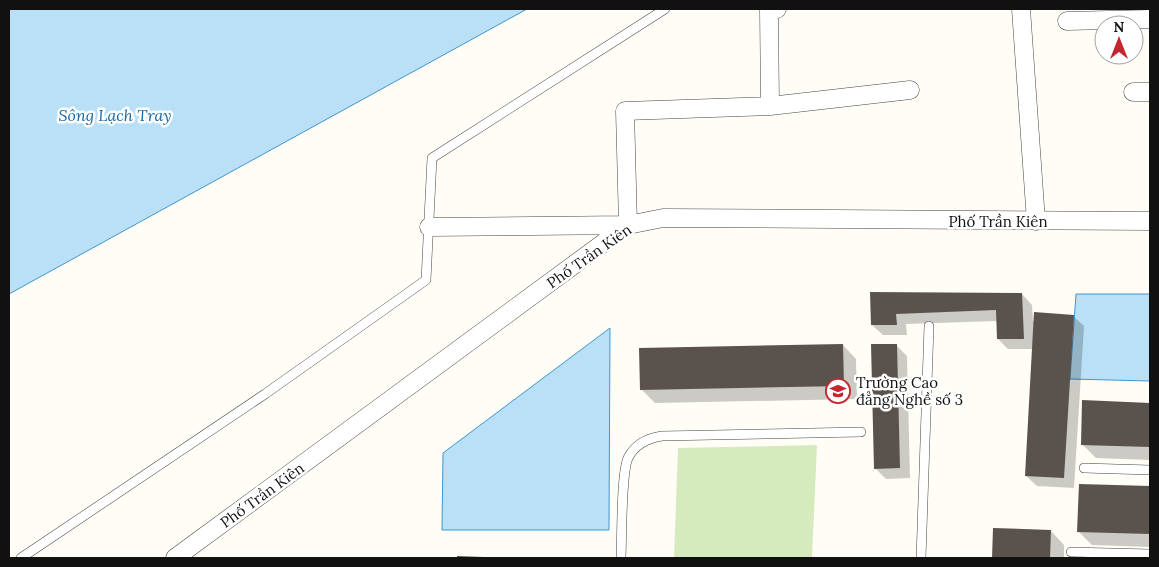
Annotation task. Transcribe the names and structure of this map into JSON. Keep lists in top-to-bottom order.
{
  "streets": {
    "street": ["Phố Trần Kiên"]
  },
  "water": ["Sông Lạch Tray"],
  "places": {
    "school or university": ["Trường Cao đẳng Nghề số 3"]
  },
  "north": "top"
}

**The problem:**
In your answer, repeat all the entries exactly, but leave out the pictures.

**Task answer:**
Annotation task. Transcribe the names and structure of this map into JSON. Keep lists in top-to-bottom order.
{
  "streets": {
    "street": ["Phố Trần Kiên"]
  },
  "water": ["Sông Lạch Tray"],
  "places": {
    "school or university": ["Trường Cao đẳng Nghề số 3"]
  },
  "north": "top"
}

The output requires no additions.